Malnutrition in Older Adults: Care Partners and Malnutrition

Nov 26, 2020

Malnutrition in Older Adults: Care Partners and Malnutrition

This is part 4 of 4 in a series written by KovirPage LLC's social work intern, Brianna Burke of Traverse City, Michigan.

Considering how detrimental malnutrition in older adults can be for their overall health, it is important to implement assessment before seniors get to hospitals and rehabs. It is necessary to start screening for malnutrition in seniors living in the community, in order to keep them healthy and prevent them from ending up in the hospital later.

According to researchers DiMaria-Ghalili and Amella (2019), care partners should monitor changes in weight in order to screen for early signs of malnutrition. In addition, care partners can also help to educate [their loved one] on the dangers of malnutrition, as well as provide tips on how to increase the amount of protein and calories they intake (DiMaria-Ghalili and Amella, 2019). Furthermore, if seniors are unable to shop for food themselves, care partners can contact community agencies that could provide food delivery or other meal programs (DiMaria-Ghalili and Amella, 2019).

Involving care partners in the screening and education for malnutrition in older adults can not only benefit seniors’ health but can also lower the number of hospitalized senior citizens. Researcher Marshall (2013) states that it is important to involve care partners in screening, educating, and preventing malnutrition in seniors who live in the community. Marshall (2013) asserts that involving care partners in the screening and treatment of malnutrition can have positive health outcomes for older adults; furthermore, the involvement of care partners can help seniors to recover from malnutrition, or at the very least, prevent the condition from becoming worse (Marshall, 2013).


With the current research on the impacts of malnutrition in older adults, it is important that professional care providers and care partners are educated about the risks of malnutrition and the warning signs.
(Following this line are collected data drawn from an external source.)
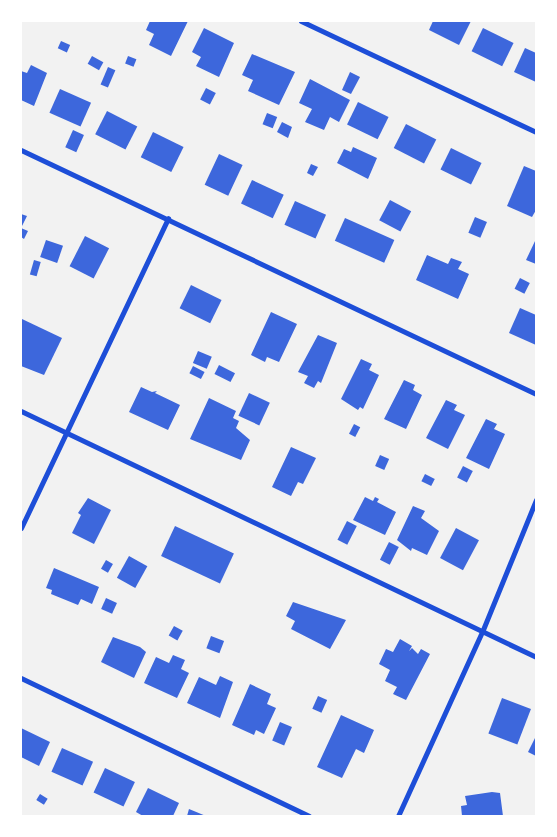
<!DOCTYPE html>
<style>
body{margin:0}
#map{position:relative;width:557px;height:837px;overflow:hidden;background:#f2f2f2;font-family:Raleway,sans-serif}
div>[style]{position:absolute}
.building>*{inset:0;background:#3d67dc;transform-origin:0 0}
.minor>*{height:5px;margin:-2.5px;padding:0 2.5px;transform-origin:2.5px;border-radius:2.5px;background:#1d4ed8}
span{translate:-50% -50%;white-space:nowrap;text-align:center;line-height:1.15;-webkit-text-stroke:5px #fff;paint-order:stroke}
.frame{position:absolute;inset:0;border:22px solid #fff;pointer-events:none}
</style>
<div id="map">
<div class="building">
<i style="clip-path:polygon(150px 21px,188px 21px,171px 56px,149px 45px,154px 34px,146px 30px)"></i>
<i style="clip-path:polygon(433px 21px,471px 21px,459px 45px,429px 30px)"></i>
<i style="clip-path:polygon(204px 28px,234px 43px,219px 77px,196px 66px,201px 57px,192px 52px)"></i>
<i style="left:483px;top:28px;width:34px;height:26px;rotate:26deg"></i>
<i style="left:61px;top:41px;width:10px;height:8px;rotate:24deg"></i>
<i style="clip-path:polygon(525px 48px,536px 53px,536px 82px,514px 72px)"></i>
<i style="clip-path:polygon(252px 54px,295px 72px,279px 105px,248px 91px,253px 80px,242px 75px)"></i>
<i style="left:92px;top:56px;width:13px;height:9px;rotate:29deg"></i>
<i style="left:128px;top:56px;width:9px;height:8px;rotate:21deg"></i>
<i style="clip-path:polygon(31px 65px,47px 73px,34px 106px,21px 100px,21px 71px,27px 73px)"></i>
<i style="left:108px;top:67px;width:8px;height:19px;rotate:23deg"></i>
<i style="clip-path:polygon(350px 72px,360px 77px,351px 94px,342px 90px)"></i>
<i style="clip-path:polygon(310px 79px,350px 100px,339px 122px,330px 117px,324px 130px,305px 122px,312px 109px,299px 103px)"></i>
<i style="left:206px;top:88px;width:11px;height:13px;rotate:27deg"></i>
<i style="left:60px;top:89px;width:34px;height:26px;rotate:24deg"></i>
<i style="left:358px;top:102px;width:34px;height:25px;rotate:26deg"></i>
<i style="left:107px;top:111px;width:34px;height:26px;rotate:27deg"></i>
<i style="left:267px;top:113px;width:11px;height:12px;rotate:22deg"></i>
<i style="clip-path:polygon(282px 122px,292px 127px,288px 138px,277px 132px)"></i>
<i style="left:406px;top:124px;width:34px;height:27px;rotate:27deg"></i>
<i style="left:73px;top:130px;width:12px;height:19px;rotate:24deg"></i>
<i style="left:153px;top:132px;width:34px;height:28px;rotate:26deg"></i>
<i style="clip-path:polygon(353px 147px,377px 158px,368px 179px,337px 163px,344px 149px,351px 152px)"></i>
<i style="left:451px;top:148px;width:34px;height:24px;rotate:26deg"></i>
<i style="left:219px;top:154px;width:26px;height:34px;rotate:25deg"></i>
<i style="clip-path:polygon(311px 164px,318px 167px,313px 176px,307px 173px)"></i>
<i style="clip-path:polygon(524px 166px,536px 171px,536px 210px,532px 217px,507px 206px)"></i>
<i style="left:252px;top:180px;width:35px;height:26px;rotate:25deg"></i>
<i style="left:390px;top:200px;width:24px;height:23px;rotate:28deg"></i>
<i style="left:295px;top:201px;width:34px;height:26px;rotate:24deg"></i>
<i style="clip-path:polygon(21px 214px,27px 216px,21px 228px,28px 231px,24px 239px,21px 237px)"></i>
<i style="left:475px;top:217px;width:13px;height:17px;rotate:23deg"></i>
<i style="left:345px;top:218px;width:54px;height:25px;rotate:24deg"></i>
<i style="left:85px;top:236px;width:27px;height:34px;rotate:27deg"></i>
<i style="clip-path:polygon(536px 239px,536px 264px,526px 260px)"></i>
<i style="left:46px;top:240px;width:18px;height:18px;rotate:19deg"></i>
<i style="clip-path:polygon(427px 255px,448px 264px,451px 258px,462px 262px,458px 269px,469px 274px,458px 299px,416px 280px)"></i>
<i style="left:34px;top:260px;width:7px;height:15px;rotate:16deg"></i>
<i style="left:520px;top:278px;width:11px;height:12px;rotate:27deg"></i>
<i style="left:191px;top:285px;width:34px;height:26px;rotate:26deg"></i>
<i style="clip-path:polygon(520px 308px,536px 315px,536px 345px,509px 333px)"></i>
<i style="clip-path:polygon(271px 312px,297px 324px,279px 362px,267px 357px,265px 362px,251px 355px)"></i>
<i style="clip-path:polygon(22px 319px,62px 338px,44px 375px,21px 366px)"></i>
<i style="clip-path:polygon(318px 335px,337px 343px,321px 383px,318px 381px,314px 388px,304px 383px,308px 376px,298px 372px)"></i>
<i style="left:198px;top:351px;width:15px;height:13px;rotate:23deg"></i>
<i style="clip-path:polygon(361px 359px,372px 364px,369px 370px,379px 375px,363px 409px,360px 407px,358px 410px,341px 399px)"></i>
<i style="left:219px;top:365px;width:18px;height:10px;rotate:27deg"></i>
<i style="left:193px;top:366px;width:13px;height:8px;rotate:27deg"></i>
<i style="clip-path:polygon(404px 380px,415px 385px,413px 390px,422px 395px,406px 429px,384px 419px)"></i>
<i style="clip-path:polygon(141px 387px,152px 392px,157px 391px,155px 393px,180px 405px,168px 430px,129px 412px)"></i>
<i style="left:249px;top:393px;width:23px;height:25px;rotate:25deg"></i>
<i style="clip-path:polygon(209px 398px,236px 411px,233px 418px,239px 421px,236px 428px,250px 440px,241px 460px,190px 439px)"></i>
<i style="clip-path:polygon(446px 400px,457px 405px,454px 410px,465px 415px,448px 449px,426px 438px)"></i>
<i style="clip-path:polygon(486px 419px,497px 424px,494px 429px,505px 434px,489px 469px,466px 458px)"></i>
<i style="left:354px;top:424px;width:7px;height:11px;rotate:27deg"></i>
<i style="clip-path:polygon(291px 447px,316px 458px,303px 484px,298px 482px,291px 496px,272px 487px)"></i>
<i style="left:380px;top:455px;width:10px;height:12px;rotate:24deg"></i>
<i style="left:463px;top:466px;width:11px;height:13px;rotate:27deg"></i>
<i style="left:425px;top:474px;width:11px;height:8px;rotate:27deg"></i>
<i style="clip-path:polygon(365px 497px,373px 501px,375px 497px,379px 499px,377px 502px,396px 512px,385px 535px,353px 520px)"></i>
<i style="clip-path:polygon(88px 498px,111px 510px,94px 544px,72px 533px,81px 515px,78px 513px)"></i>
<i style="clip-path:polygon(413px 506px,425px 511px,421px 518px,439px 531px,427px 555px,412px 548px,411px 551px,397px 540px)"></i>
<i style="left:347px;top:521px;width:11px;height:21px;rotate:27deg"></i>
<i style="left:175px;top:526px;width:65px;height:33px;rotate:25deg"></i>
<i style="left:456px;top:528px;width:26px;height:34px;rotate:28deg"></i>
<i style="left:389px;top:542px;width:11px;height:20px;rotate:27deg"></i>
<i style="left:129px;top:556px;width:21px;height:25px;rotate:29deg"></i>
<i style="left:106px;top:560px;width:8px;height:10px;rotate:30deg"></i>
<i style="clip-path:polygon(54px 568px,99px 587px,92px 604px,81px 599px,78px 605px,51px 594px,52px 590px,46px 588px)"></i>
<i style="left:106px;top:598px;width:12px;height:12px;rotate:24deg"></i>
<i style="clip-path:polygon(293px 602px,346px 620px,330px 649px,291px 629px,295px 621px,286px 616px)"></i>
<i style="left:174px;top:626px;width:10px;height:11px;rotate:29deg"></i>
<i style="left:211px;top:636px;width:14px;height:13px;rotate:21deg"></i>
<i style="clip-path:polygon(113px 637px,140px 647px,146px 652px,134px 678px,101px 662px)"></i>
<i style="clip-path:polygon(400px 639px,412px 646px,409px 651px,412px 648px,418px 654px,421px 649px,430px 654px,406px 700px,393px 694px,397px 687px,385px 681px,390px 670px,379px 664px,386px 649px,393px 652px)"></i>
<i style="clip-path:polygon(173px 655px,185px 660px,181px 669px,189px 673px,177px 698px,144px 683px,156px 657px,169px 663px)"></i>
<i style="clip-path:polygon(220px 676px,233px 682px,220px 718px,187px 703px,199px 677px,216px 685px)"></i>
<i style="clip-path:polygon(250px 684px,271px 694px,267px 704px,276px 708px,264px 734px,256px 730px,254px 735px,232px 725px)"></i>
<i style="left:318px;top:696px;width:10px;height:14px;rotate:24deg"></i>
<i style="left:502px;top:698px;width:31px;height:38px;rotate:21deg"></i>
<i style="clip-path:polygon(341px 715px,374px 730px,364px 753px,356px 749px,342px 778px,317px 767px)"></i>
<i style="left:280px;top:722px;width:13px;height:20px;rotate:23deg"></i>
<i style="clip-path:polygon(21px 728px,50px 742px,39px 766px,21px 757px)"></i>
<i style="clip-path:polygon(536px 736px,536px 756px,528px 752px)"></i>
<i style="left:62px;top:748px;width:34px;height:26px;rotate:24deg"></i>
<i style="left:105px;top:768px;width:33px;height:27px;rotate:25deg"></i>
<i style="clip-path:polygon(148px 788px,179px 803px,173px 816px,143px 816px,136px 812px)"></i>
<i style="clip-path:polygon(492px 792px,500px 793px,503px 816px,462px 816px,461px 806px,467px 805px,465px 796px)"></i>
<i style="left:40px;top:794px;width:9px;height:7px;rotate:32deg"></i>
<i style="clip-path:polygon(189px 809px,206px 816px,187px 816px)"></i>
</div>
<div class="minor">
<i style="left:301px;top:21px;width:260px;rotate:25.3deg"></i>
<i style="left:21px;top:150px;width:570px;rotate:25.35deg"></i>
<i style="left:21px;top:411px;width:571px;rotate:25.53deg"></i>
<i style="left:21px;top:528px;width:343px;rotate:-64.6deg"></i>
<i style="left:21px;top:678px;width:319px;rotate:25.6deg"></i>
<i style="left:398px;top:816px;width:202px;rotate:-65.5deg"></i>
<i style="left:482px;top:632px;width:143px;rotate:-67.8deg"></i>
</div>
<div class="frame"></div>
</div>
In addition, health workers who work with seniors should be knowledgeable about not only what malnutrition in older adults is, but understanding the severity of this condition. Health care workers and care partners can help the senior community to prevent and treat malnutrition, so that older adults have better health and life outcomes.

Despite the fact that loss of appetite may be common in older adults, this does not mean that all elders must be condemned to suffer from malnutrition. Through educating health care workers and care partners, these workers can be equipped to prevent and treat malnutrition, as well as screen for it in older adults. This will help to lessen the number of seniors suffering from malnutrition, and early screening could help prevent other older adults from succumbing to the struggles associated with malnutrition.



Written by Brianna Burke, BSW Candidate, KovirPage LLC Intern




DiMaria-Ghalili, R. & Amella, E. (2005). Nutrition in older adults: Intervention and assessment can help curb the growing threat of malnutrition. The American Journal of Nursing, 105(3), 40–50.

Griffin, O. (2020). The prevalence of malnutrition and impact on patient outcomes among older adults presenting at an Irish emergency department: a secondary analysis of the OPTI-MEND trial. BMC Geriatrics, 20(1), 455.

Landi, C. (2016). Anorexia of Aging: Risk Factors, Consequences, and Potential Treatments. Nutrients, 8(2), 69–69.

Marshall, B. (2013). Are informal carers and community care workers effective in managing malnutrition in the older adult community? A systematic review of current evidence. The

Journal of Nutrition, Health & Aging, 17(8), 645–651.

National Institute on Aging. (2020). How smell and taste change as you age. U.S. Department of Health & Human Services.

Volkert, D. (2013). Malnutrition in older adults - urgent need for action: A plea for improving the nutritional situation of older adults. Gerontology. 59(4). 328-333. doi: 10.1159/000346142

Wolters, M., Volkert, D., Streicher, M., Kiesswetter, E., Torbahn, G., O’Connor, E., O’Keeffee, M., Kelly, M., O’Herlihy, E., O’Toole, P., Timmons, S., O’Shea, E., Kearney, P., Van Zwienon-Pot, J., Visser, M., Maitre, I., Van Wymelbeke, V., Sulmont-Rossé, C., Nagel, G., Flechtner-Mors, M., Goisser, S., Teh, R., and Hebestreit, A. (2019). Prevalence of malnutrition using harmonized definitions in older adults from different settings- a MaNuEl study. Clinical Nutrition. 38(5). 2389-2398.